HACCP - Questionable.pdf   27.04KB   28 downloads

 

Basically, IMO, yr instructor has an insufficient  understanding of the meaning of "significant".

 

It would be interesting to know the source of her CCP Guideline. It's called Validation.

 

Even Codex IMO blurs the Hazard Analysis stage by failing to elaborate the terms "potential" and "identified". Examples should have been included.
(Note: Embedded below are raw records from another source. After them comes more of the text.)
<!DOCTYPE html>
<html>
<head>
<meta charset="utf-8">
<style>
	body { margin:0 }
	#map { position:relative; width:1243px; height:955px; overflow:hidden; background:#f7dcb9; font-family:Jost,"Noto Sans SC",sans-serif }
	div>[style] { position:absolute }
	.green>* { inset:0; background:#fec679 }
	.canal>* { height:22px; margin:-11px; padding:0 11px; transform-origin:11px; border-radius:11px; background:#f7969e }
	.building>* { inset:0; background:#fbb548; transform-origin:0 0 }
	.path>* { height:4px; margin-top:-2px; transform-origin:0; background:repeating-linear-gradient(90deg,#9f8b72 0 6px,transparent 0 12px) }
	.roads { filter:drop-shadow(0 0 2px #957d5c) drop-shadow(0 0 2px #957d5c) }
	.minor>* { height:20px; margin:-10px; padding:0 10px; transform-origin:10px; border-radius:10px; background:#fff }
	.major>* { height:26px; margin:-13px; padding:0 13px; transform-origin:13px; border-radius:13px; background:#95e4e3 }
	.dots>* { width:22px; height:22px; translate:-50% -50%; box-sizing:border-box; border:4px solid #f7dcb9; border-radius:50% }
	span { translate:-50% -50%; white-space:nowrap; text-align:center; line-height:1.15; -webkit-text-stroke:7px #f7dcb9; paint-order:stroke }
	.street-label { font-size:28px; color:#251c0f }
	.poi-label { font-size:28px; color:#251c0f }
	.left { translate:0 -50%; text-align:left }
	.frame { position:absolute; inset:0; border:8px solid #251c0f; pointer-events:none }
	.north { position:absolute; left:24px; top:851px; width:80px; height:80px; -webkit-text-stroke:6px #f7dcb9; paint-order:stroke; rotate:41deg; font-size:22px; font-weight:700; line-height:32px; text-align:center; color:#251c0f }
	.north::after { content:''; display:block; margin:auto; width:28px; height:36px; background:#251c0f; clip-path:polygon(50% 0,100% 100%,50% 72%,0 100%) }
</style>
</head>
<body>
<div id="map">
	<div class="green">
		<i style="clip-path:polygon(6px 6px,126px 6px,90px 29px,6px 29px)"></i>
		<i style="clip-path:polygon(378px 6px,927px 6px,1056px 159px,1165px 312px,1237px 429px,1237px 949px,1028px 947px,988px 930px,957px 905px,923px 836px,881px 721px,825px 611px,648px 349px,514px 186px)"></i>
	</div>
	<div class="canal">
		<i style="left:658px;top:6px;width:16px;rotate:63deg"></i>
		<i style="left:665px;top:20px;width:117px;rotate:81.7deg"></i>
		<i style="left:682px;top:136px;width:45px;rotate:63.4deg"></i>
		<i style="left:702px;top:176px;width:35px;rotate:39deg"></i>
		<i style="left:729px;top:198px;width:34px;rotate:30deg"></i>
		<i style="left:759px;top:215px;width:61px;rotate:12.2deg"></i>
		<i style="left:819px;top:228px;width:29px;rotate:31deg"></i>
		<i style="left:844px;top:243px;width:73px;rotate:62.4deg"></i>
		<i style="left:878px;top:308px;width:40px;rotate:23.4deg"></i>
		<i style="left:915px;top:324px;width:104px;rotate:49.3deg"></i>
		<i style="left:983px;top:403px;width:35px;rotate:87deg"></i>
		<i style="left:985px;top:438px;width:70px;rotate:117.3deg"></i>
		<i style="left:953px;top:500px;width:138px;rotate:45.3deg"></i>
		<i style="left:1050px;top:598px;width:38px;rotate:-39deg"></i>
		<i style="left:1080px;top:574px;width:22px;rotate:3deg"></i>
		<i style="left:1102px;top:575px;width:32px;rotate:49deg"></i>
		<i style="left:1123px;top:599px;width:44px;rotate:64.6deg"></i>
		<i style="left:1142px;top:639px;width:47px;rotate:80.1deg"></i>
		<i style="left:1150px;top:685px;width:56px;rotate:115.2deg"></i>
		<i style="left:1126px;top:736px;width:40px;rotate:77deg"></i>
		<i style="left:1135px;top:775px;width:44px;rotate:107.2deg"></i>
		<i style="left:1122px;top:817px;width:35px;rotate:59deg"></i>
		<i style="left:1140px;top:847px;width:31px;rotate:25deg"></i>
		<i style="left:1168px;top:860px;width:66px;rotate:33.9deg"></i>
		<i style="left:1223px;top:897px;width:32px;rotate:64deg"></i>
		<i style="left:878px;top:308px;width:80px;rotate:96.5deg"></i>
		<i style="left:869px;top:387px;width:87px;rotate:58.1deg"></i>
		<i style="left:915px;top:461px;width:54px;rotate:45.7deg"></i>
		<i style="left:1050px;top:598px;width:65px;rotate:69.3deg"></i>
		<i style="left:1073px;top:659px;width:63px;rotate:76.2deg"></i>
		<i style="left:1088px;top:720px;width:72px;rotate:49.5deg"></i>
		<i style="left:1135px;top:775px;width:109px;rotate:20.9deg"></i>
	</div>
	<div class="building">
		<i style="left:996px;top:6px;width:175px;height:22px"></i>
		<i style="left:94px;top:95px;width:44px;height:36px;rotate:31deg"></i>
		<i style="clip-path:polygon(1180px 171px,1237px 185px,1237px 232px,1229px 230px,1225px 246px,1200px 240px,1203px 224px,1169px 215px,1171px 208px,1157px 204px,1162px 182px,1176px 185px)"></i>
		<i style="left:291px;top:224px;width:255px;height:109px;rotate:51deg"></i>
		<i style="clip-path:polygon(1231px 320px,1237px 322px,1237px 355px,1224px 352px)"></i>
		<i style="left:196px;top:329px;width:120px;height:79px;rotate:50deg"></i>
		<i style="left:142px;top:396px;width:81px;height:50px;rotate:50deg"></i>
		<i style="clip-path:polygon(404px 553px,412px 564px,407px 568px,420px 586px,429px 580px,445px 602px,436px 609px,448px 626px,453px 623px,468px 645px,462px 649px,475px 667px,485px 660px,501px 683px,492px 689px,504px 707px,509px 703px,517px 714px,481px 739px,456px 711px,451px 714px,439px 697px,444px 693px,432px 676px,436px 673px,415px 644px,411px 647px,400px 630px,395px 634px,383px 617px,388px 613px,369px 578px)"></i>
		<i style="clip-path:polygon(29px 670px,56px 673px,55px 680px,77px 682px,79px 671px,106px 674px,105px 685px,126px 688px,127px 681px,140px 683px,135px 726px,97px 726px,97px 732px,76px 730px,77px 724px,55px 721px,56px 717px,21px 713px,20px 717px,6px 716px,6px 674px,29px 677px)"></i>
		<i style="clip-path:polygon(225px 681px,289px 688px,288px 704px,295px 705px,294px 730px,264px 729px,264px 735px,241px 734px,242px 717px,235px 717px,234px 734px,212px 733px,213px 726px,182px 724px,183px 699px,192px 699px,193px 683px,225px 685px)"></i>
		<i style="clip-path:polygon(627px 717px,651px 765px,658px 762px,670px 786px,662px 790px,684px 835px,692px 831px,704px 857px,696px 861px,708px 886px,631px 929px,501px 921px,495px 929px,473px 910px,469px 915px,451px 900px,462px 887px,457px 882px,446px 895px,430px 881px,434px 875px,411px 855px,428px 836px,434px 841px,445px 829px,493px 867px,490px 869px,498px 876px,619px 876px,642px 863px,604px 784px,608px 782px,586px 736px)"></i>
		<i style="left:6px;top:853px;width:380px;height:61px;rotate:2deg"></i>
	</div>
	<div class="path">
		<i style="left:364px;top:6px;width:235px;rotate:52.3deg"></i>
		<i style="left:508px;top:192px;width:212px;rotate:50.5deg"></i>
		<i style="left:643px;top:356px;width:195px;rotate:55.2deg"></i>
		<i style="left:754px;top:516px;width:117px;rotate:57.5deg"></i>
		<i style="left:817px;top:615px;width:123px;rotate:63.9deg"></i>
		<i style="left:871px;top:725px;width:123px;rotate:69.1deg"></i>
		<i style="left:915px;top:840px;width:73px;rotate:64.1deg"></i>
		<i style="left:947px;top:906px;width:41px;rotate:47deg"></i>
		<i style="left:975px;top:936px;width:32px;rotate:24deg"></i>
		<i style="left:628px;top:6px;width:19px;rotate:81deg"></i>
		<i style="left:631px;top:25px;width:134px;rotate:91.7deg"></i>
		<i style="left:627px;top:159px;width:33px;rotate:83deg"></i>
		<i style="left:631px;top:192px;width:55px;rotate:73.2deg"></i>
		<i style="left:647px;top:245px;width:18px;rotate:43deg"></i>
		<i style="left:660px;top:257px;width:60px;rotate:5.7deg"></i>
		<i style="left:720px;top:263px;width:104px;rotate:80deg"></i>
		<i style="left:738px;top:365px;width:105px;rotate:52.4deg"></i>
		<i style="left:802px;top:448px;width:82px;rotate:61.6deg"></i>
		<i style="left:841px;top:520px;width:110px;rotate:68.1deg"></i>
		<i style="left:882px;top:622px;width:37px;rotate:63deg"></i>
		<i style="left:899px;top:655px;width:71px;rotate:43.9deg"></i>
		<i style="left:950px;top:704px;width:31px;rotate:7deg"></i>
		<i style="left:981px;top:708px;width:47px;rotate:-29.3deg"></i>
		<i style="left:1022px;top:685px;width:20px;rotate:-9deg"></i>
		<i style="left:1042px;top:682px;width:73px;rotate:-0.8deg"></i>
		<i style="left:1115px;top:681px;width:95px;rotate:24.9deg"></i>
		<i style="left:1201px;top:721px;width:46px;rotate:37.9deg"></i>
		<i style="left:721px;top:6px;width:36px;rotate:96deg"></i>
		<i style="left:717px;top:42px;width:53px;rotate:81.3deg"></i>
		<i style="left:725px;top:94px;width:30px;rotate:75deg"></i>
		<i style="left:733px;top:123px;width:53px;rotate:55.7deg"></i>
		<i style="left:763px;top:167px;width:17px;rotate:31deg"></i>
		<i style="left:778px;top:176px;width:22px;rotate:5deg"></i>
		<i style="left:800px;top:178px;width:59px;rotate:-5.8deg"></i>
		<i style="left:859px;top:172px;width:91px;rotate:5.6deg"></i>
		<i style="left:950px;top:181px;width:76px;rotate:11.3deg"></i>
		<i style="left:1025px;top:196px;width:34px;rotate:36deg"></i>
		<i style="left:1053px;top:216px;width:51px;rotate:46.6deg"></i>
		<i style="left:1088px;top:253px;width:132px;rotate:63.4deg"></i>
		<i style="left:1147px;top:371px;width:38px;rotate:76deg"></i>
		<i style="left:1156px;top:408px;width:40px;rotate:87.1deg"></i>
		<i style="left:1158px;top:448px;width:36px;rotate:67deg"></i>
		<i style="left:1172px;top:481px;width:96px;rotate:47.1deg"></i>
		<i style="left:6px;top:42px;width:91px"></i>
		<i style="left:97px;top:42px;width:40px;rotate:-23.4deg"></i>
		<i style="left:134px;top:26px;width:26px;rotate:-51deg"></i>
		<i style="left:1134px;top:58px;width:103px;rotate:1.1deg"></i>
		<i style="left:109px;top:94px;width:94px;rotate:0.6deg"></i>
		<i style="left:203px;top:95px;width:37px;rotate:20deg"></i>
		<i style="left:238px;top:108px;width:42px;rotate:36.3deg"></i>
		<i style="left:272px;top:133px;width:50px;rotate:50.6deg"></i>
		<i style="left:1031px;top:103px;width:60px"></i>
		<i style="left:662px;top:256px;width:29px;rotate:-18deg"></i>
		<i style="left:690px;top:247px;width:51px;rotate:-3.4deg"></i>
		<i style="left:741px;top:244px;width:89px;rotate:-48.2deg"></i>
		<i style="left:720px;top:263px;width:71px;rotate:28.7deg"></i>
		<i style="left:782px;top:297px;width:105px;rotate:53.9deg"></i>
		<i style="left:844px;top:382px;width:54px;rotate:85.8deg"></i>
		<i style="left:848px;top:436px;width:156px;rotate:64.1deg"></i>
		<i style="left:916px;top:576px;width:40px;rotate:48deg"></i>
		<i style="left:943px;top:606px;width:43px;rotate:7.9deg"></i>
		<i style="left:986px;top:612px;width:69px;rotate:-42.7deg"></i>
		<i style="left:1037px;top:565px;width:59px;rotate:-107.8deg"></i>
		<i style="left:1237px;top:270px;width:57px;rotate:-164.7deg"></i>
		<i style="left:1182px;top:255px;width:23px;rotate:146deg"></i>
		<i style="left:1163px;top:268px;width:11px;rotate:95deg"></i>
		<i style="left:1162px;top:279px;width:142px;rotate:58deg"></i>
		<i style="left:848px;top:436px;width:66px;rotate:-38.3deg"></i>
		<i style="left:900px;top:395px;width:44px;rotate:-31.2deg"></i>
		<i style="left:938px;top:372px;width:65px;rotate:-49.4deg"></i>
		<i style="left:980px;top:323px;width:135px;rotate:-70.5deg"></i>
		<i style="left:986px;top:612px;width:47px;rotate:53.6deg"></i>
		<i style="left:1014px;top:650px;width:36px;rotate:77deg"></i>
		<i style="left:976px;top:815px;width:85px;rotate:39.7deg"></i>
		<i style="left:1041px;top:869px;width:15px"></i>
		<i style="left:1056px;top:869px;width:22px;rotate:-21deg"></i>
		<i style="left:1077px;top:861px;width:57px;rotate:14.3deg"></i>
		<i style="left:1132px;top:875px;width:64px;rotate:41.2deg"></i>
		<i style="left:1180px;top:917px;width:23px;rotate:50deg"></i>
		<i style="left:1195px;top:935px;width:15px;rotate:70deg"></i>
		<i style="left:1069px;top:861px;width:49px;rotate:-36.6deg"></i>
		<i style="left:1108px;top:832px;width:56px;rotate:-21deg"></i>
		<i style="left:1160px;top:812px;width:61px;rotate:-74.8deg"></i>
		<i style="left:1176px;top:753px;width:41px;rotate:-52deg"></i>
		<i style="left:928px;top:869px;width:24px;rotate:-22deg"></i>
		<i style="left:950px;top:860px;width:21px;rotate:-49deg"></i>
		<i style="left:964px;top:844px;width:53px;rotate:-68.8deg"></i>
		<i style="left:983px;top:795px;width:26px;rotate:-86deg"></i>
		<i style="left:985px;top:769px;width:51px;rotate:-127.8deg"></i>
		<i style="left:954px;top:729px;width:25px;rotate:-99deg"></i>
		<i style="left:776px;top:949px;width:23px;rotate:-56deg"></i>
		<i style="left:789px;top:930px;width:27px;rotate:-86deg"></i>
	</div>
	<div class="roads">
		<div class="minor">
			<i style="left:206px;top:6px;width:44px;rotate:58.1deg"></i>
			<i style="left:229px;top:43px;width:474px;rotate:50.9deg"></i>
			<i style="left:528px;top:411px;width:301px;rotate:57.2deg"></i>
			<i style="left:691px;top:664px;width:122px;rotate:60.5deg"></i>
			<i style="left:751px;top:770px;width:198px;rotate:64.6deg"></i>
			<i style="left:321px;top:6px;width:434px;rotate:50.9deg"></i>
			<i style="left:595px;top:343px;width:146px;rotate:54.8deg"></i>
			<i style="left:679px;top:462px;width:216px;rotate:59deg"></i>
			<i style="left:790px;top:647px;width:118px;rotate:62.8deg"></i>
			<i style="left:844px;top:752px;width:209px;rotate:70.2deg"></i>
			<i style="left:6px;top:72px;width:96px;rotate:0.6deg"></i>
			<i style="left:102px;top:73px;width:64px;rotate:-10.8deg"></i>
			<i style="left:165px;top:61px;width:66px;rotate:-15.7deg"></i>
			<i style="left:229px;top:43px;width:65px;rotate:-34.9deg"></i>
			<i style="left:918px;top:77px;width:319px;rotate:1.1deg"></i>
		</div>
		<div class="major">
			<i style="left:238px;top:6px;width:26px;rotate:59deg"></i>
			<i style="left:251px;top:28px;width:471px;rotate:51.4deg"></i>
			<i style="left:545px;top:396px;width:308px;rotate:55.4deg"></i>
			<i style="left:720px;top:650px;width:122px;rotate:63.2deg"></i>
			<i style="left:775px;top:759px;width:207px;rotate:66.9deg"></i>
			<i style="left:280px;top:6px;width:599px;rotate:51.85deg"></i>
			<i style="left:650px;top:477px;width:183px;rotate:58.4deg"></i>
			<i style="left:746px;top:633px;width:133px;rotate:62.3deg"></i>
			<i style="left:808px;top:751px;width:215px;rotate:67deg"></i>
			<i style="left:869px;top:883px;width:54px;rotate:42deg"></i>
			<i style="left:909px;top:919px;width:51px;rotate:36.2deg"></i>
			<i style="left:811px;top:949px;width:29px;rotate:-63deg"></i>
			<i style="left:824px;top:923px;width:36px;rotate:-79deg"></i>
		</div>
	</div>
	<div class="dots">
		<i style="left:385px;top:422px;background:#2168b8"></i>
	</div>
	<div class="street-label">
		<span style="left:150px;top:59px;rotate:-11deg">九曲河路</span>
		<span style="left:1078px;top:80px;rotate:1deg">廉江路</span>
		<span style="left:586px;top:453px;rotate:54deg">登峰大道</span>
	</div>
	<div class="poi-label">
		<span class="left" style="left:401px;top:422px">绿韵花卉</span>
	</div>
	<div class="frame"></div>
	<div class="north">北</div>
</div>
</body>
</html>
Textually,  IMO, NACMCF's explanation of hazard analysis is better presented than Codex. (Unfortunately  its section on CCP determination / Trees is IMO potentially confusing. It's examples may now also be factually out-of-date in some places.)

 

NACMCF hazard guidelines.pdf   1.17MB   41 downloads

Aside from my assumption that this instructor has never actually worked in a food industry and has no concept of the amount of work that goes into monitoring, verifying and validating CCPs, it seems they are starting their CCP decision process at question number 4 in the CCP Decision Tree and skipped the questions leading up to that ultimate decision. The first 3 questions are discussing control measures at the step, it doesn't start with looking at subsequent steps for elimination. First you have to determine if a control measure exist at that step. Such as baking or pasteurization, those are control measures. If decorating doesn't contain a control measure, if you're not adding preservatives to the icing to prevent growth, it would never be a CCP. I beg you, please don't conform to this teaching method. Think of those of us who have to verify all this paperwork, and what on earth we would be documenting at the decorating step. What is the critical limit for decorating? What science supports that limit? CCPs have to have measurable critical limits! Oh the humanity! This is the stuff that makes health inspections stressful. Not the inspection itself, but inspectors armed with half information.